A new report out today from business risk intelligence startup Flashpoint has found that new vulnerabilities that were discovered rose, though not by a lot, in the first half of this year and that cybercriminals are increasingly using info-stealing malware to steal personal information.
The Flashpoint Cyber Threat Intelligence Index, based on data, trends and emerging cyberthreats observed from Jan. 1 to June 30, found that there were 17,518 newly disclosed vulnerabilities in the first half of the year, up 11% from the first half of 2023. The number of publicly known exploits rose 6% over the same period.
Over 45% of vulnerabilities disclosed in the first half of 2024 were rated high to critical according to the Common Vulnerability Score System v3.
Infostealing malware, noted in the report as one of the most significant threats of 2024, was found to have infected more than 13 million devices and compromised more than 53 million credentials in the first half of the year. The stolen data was also found to be fueling increasingly complex and damaging ransomware attacks.
The RedLine info-stealing malware was found to be the most used, accounting for just more than 3 million infected hosts, well ahead of Risepro on 879,000 and Stealc on 289,000. Through the half year, Flashpoint collected over 456 million stolen or leaked credentials.
On the ransomware side, to no one’s surprise, LockBit remains the most prolifically used form of ransomware, accounting for 428 attacks through the half year, ahead of Play on 175 and RansomHub on 169. LockBit is a ransomware-as-a-service provider that charges others to use its ransomware software.
Insider threats are also highlighted in the report, with Flashpoint observing 8,497 unique instances of insider recurring, advertising or general discussions involving insider-related threat activity across its chat collections. The vast majority of insider threat activity came from individuals advertising their services to malicious actors, particularly in the telecom industry, where employees solicit to perform SIM swaps for threat actors.

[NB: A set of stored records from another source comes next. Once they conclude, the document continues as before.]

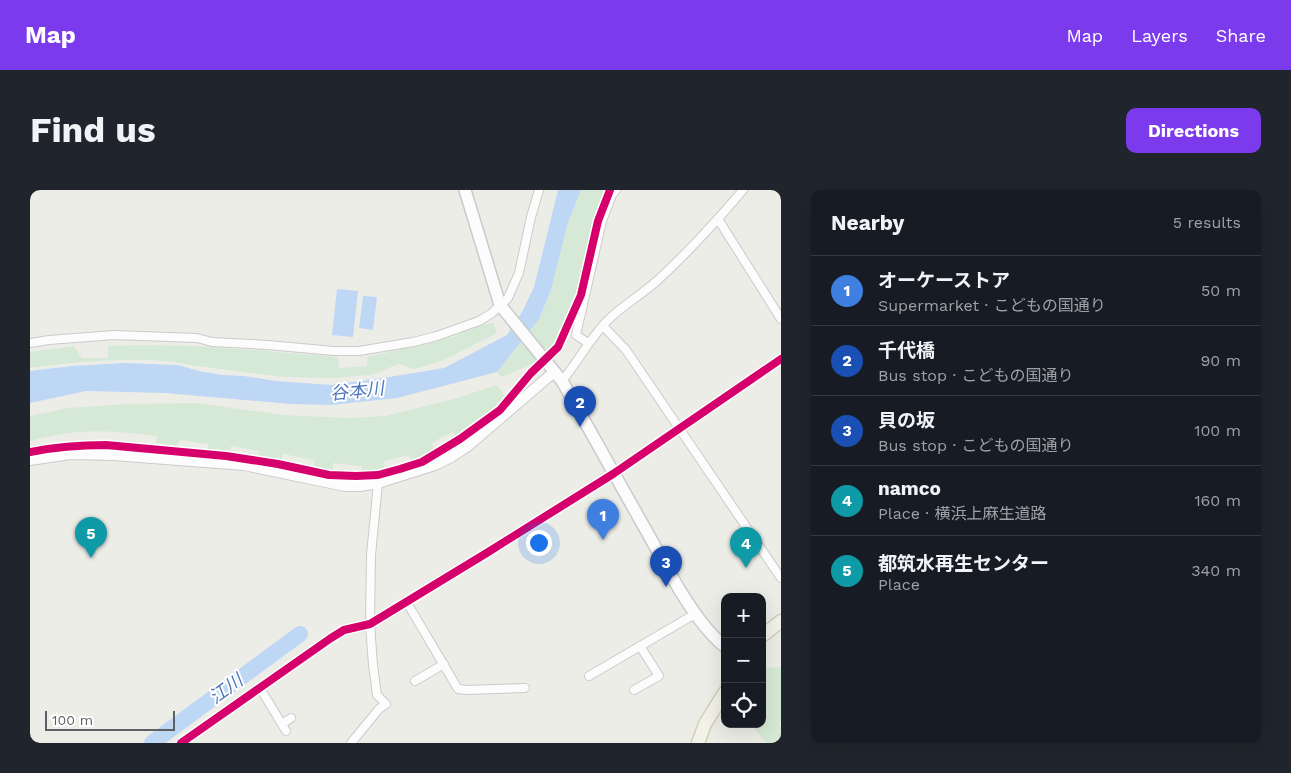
<!DOCTYPE html>
<html lang="en">
<head>
<meta charset="utf-8">
<style>
  body { margin:0; font-family:"Work Sans","Noto Sans JP",sans-serif; background:#20242c; color:#f1f3f6 }
  .controls { position:absolute; right:15px; bottom:15px; display:grid; overflow:hidden; border-radius:10px; box-shadow:0 5px 20px #0002 }
  .controls button { width:45px; height:45px; display:grid; place-items:center; padding:0; border:0; border-bottom:1px solid #363941; background:#171b24; color:#f1f3f6; font:25px sans-serif }
  .scale { position:absolute; left:15px; bottom:12px; width:130px; box-sizing:border-box; padding-left:5px; border:2px solid #5d6065; border-top:0; font-size:14px; line-height:18px; white-space:nowrap; color:#5d6065; -webkit-text-stroke:4px #fff; paint-order:stroke }
  .you { position:absolute; left:508px; top:352px; width:18px; height:18px; margin:-12px; border:4px solid #fff; border-radius:50%; background:#1a73e8; box-shadow:0 0 0 8px #1a73e833 }
  .badge { display:grid; place-items:center; width:32px; height:32px; border-radius:50%; background:#7c3aed; color:#fff; font-size:16px; font-weight:700 }
  .pin { position:absolute; translate:-50% -41px; filter:drop-shadow(0 1px 2px #0008) }
  .pin::after { content:''; position:absolute; top:26px; width:18px; height:15px; background:inherit; clip-path:polygon(0 0,100% 0,50% 100%) }
  .list { margin:0; padding:0; list-style:none }
  h2 { display:flex; justify-content:space-between; align-items:center; height:65px; margin:0; padding:0 20px; font-size:21px }
  h2 small { font-size:16px; font-weight:400; color:#9ea1a6 }
  .list li { display:grid; grid-template-columns:32px 1fr auto; gap:15px; align-items:center; box-sizing:border-box; height:70px; padding:0 20px; border-top:1px solid #363941 }
  .list b { display:block; font-size:19px; white-space:nowrap }
  .list p { margin:0; font-size:16px; white-space:nowrap; color:#9ea1a6 }
  .list em { font-size:16px; font-style:normal; color:#9ea1a6 }
  .icon { flex:none; width:28px; height:28px; fill:none; stroke:currentColor; stroke-width:2; stroke-linecap:round; stroke-linejoin:round }
  .map { position:relative; flex:none; width:751px; height:553px; overflow:hidden; border-radius:10px }
  header { display:flex; align-items:center; gap:30px; box-sizing:border-box; height:70px; padding:0 25px; background:#7c3aed; color:#fff }
  header strong { font-size:24px }
  nav { display:flex; gap:28px; margin-inline-start:auto; font-size:18px }
  .intro { display:flex; align-items:center; justify-content:space-between; box-sizing:border-box; height:120px; padding:0 30px }
  h1 { margin:0; font-size:35px }
  .button { padding:12px 22px; border-radius:10px; background:#7c3aed; color:#fff; font-size:18px; font-weight:700 }
  main { display:flex; gap:30px; padding:0 30px }
  aside { flex:1; background:#171b24; border-radius:10px; box-shadow:0 5px 20px #0002 }
  .map>svg:first-child { display:block }
  .green { fill:#d6e9d6 }
  .water { fill:#bed7f5 }
  .lines { fill:none; stroke-linecap:round; stroke-linejoin:round }
  .river { stroke:#bed7f5; stroke-width:16 }
  .minor-casing { stroke:#cacbca; stroke-width:10 }
  .tertiary-casing { stroke:#cacbca; stroke-width:12 }
  .secondary-casing { stroke:#c9caca; stroke-width:14 }
  .primary-casing { stroke:#d3cfb7; stroke-width:15 }
  .minor { stroke:#fcfcfc; stroke-width:8 }
  .tertiary { stroke:#fcfcfc; stroke-width:10 }
  .secondary { stroke:#fcfcfc; stroke-width:11 }
  .primary { stroke:#f2f2e9; stroke-width:12 }
  .cycleway-casing { stroke:#fff; stroke-width:11 }
  .cycleway { stroke:#d6006c; stroke-width:8 }
  .labels { text-anchor:middle; stroke-width:4; stroke-linejoin:round; paint-order:stroke }
  .water-label { font-size:18px; font-style:italic; fill:#4e76bd; stroke:#fff }
</style>
</head>
<body>
<header>
<strong>Map</strong>
<nav><a>Map</a><a>Layers</a><a>Share</a></nav>
</header>
<div class="intro"><h1>Find us</h1><a class="button">Directions</a></div>
<main>
<div class="map">
<svg width="751" height="553" viewBox="0 0 751 553">
  <rect width="100%" height="100%" fill="#edede8"/>
  <g class="green">
    <path d="M551,0H579L570,18L566,30L549,104L528,152C514,171 492,179 471,187L467,182L509,129L521,100L538,33Z"/>
    <path d="M463,133L467,143L414,170L385,179L368,174L342,185L301,188L253,187L159,175C145,171 131,171 116,170C77,169 39,173 0,178V162L44,156L52,168H78V156C155,152 231,161 308,167L309,178L337,176V167L423,147L446,136Z"/>
    <path d="M467,195L475,206L463,219L427,247L423,242L401,253L405,261L381,271L379,265L354,271L355,279L332,282L331,276L303,273V280L284,278V270L253,264L251,270L229,266V261L201,256L200,261L178,259V254L150,250L147,256L126,253L127,246C102,243 75,240 50,242C33,243 16,247 0,251V226L38,218L96,214L167,213L254,225L321,228L355,226L427,208Z"/>
    <path d="M751,477V531L749,532L751,537V553H736L721,534H732V480L735,478Z"/>
  </g>
  <g class="water">
    <path d="M528,0H551L538,33L521,100L509,129L467,182L367,208L301,215L262,214L135,203L56,201L0,213V181L42,176L94,173L148,175L169,181L192,185L214,186L246,191L301,195L359,187L414,178L477,145L492,122L504,97Z"/>
    <path d="M307,99L328,101L323,147L302,145Z"/>
    <path d="M333,106L347,107L343,140L329,138Z"/>
  </g>
  <g class="lines">
    <path class="river" d="M122,553L270,444"/>
    <defs>
      <g id="minor">
        <path d="M688,29L751,129"/>
        <path d="M573,136L596,160L751,388"/>
        <path d="M0,153L19,150L84,145L167,148L182,152L238,155L304,161H329L383,152L407,146L449,131L462,123L478,108L489,83L501,27L509,0"/>
        <path d="M558,153L546,145L572,31L582,5L586,0"/>
        <path d="M532,191C548,172 560,148 578,130C593,115 613,104 629,89C659,61 686,32 713,0"/>
        <path d="M376,411L428,499L437,500L495,498"/>
        <path d="M559,486L665,424"/>
        <path d="M385,491L414,474"/>
        <path d="M230,498L256,541"/>
        <path d="M604,500L629,486L610,456"/>
        <path d="M252,534L261,528"/>
        <path d="M151,553L301,448L314,440L340,434L455,364L583,284L751,169"/>
        <path d="M321,553L349,519L356,514L347,505L343,475L340,434L341,365L348,293"/>
      </g>
      <path id="tertiary" d="M0,270L40,264L83,265L214,275L315,296H330L348,293L405,275L421,267L438,256L524,182"/>
      <path id="secondary" d="M435,0L470,115L532,191L649,399C662,420 676,441 695,457"/>
      <g id="primary">
        <path d="M732,446L751,431"/>
        <path d="M668,553L675,534L695,502"/>
      </g>
    </defs>
    <use href="#minor" class="minor-casing"/>
    <use href="#tertiary" class="tertiary-casing"/>
    <use href="#secondary" class="secondary-casing"/>
    <use href="#primary" class="primary-casing"/>
    <use href="#minor" class="minor"/>
    <use href="#tertiary" class="tertiary"/>
    <use href="#secondary" class="secondary"/>
    <use href="#primary" class="primary"/>
    <defs>
      <g id="cycleway">
        <path d="M0,262C25,257 50,255 76,255L196,266L248,274L299,285L326,286L348,285L370,279L392,272L430,249L470,220L501,183L528,157L551,105L568,31L580,0"/>
        <path d="M151,553L301,448L314,440L340,434L455,364L583,284L751,169"/>
      </g>
    </defs>
    <use href="#cycleway" class="cycleway-casing"/>
    <use href="#cycleway" class="cycleway"/>
  </g>
  <g class="labels">
    <g class="water-label">
      <text transform="translate(327 201) rotate(-6)" y="6">谷本川</text>
      <text transform="translate(196 499) rotate(-36)" y="6">江川</text>
    </g>
  </g>
</svg>
<div class="controls">
<button>+</button>
<button>−</button>
<button><svg class="icon" aria-label="locate" viewBox="0 0 24 24"><circle cx="12" cy="12" r="6"/><path d="M12 2v4M12 18v4M2 12h4M18 12h4"/></svg></button>
</div>
<div class="scale">100 m</div>
<div class="you"></div>
<div class="pin badge" style="left:573px;top:350px;background:#3f7fe0">1</div>
<div class="pin badge" style="left:550px;top:237px;background:#1a4fb4">2</div>
<div class="pin badge" style="left:636px;top:397px;background:#1a4fb4">3</div>
<div class="pin badge" style="left:716px;top:378px;background:#0f9aa8">4</div>
<div class="pin badge" style="left:61px;top:368px;background:#0f9aa8">5</div>
</div>
<aside>
<h2>Nearby<small>5 results</small></h2>
<ul class="list">
<li><span class="badge" style="background:#3f7fe0">1</span><div><b>オーケーストア</b><p>Supermarket · こどもの国通り</p></div><em>50 m</em></li>
<li><span class="badge" style="background:#1a4fb4">2</span><div><b>千代橋</b><p>Bus stop · こどもの国通り</p></div><em>90 m</em></li>
<li><span class="badge" style="background:#1a4fb4">3</span><div><b>貝の坂</b><p>Bus stop · こどもの国通り</p></div><em>100 m</em></li>
<li><span class="badge" style="background:#0f9aa8">4</span><div><b>namco</b><p>Place · 横浜上麻生道路</p></div><em>160 m</em></li>
<li><span class="badge" style="background:#0f9aa8">5</span><div><b>都筑水再生センター</b><p>Place</p></div><em>340 m</em></li>
</ul>
</aside>
</main>
</body>
</html>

“The cyberthreat landscape is increasingly volatile and interconnected,” said Flashpoint Chief Executive Josh Lefkowitz. “Vulnerabilities and exploits are on the rise and threat actors are exploiting these weaknesses.”
Lefkowitz noted that Flashpoint sees the deployment of infostealers as the top trend spiking in 2024 thus far. “They have already infected over 13 million devices this year and stolen vast amounts of data, fueling a surge of ransomware attacks and data breaches at large,” he said. “Organizations need to prioritize infostealers accordingly and take proactive steps to defend their people and assets.”